MATERIAL SUPPLIED START
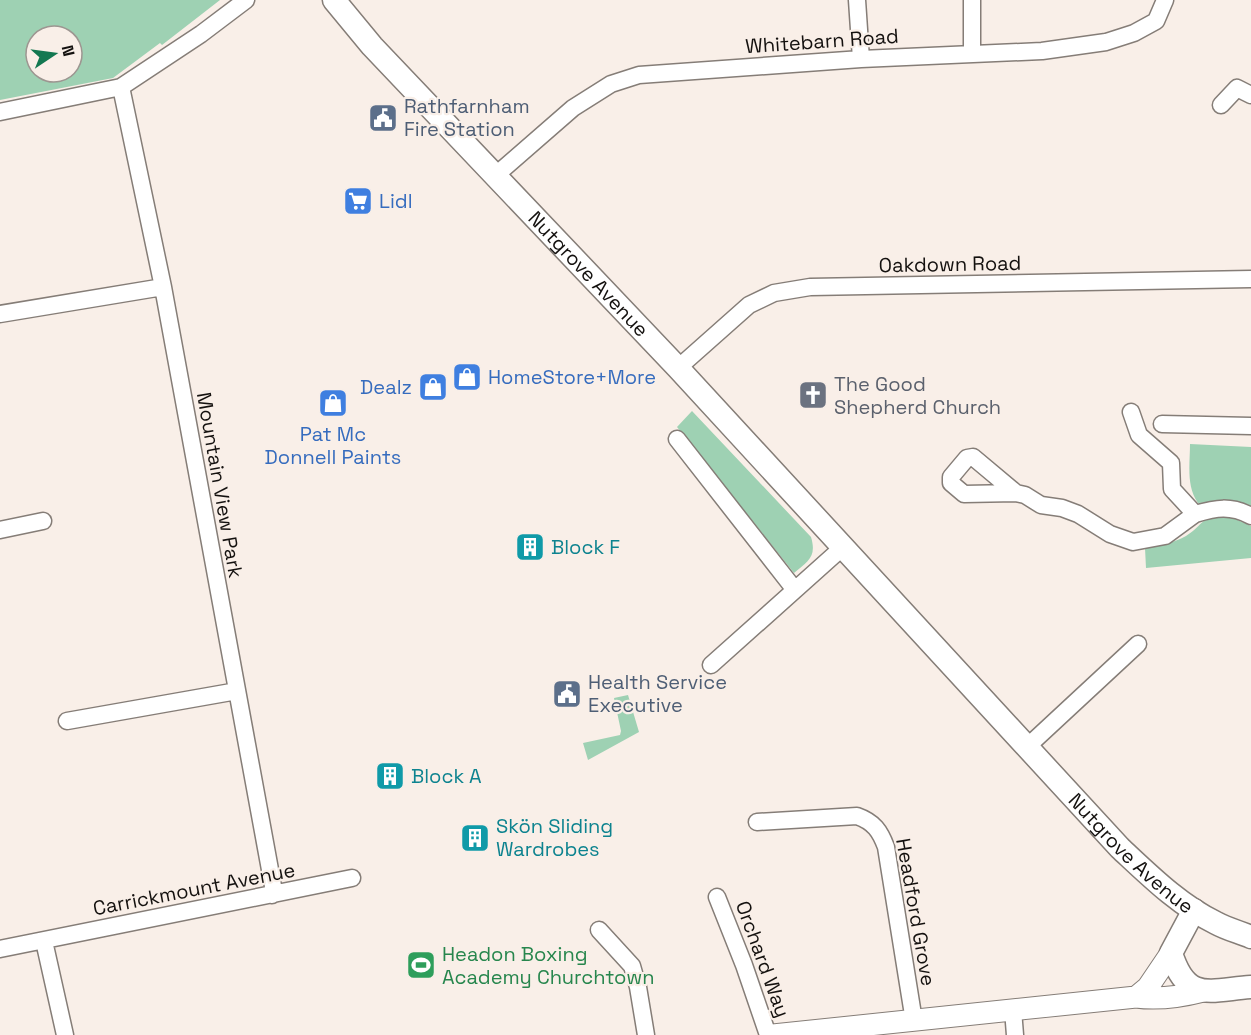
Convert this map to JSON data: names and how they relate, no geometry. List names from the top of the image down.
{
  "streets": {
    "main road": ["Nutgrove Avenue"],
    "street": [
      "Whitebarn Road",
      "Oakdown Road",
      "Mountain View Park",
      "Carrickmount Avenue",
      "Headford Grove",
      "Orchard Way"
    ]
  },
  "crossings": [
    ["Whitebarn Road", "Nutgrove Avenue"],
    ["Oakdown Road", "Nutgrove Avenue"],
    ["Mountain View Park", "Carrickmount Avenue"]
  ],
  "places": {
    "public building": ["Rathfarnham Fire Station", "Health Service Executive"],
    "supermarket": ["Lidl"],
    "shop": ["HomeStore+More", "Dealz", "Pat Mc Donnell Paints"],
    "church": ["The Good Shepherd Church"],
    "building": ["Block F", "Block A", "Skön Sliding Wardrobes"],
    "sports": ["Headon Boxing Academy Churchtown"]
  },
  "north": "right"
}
MATERIAL SUPPLIED END
Out of the records above, pull the lines that include the word "Whitebarn".

      "Whitebarn Road",
    ["Whitebarn Road", "Nutgrove Avenue"],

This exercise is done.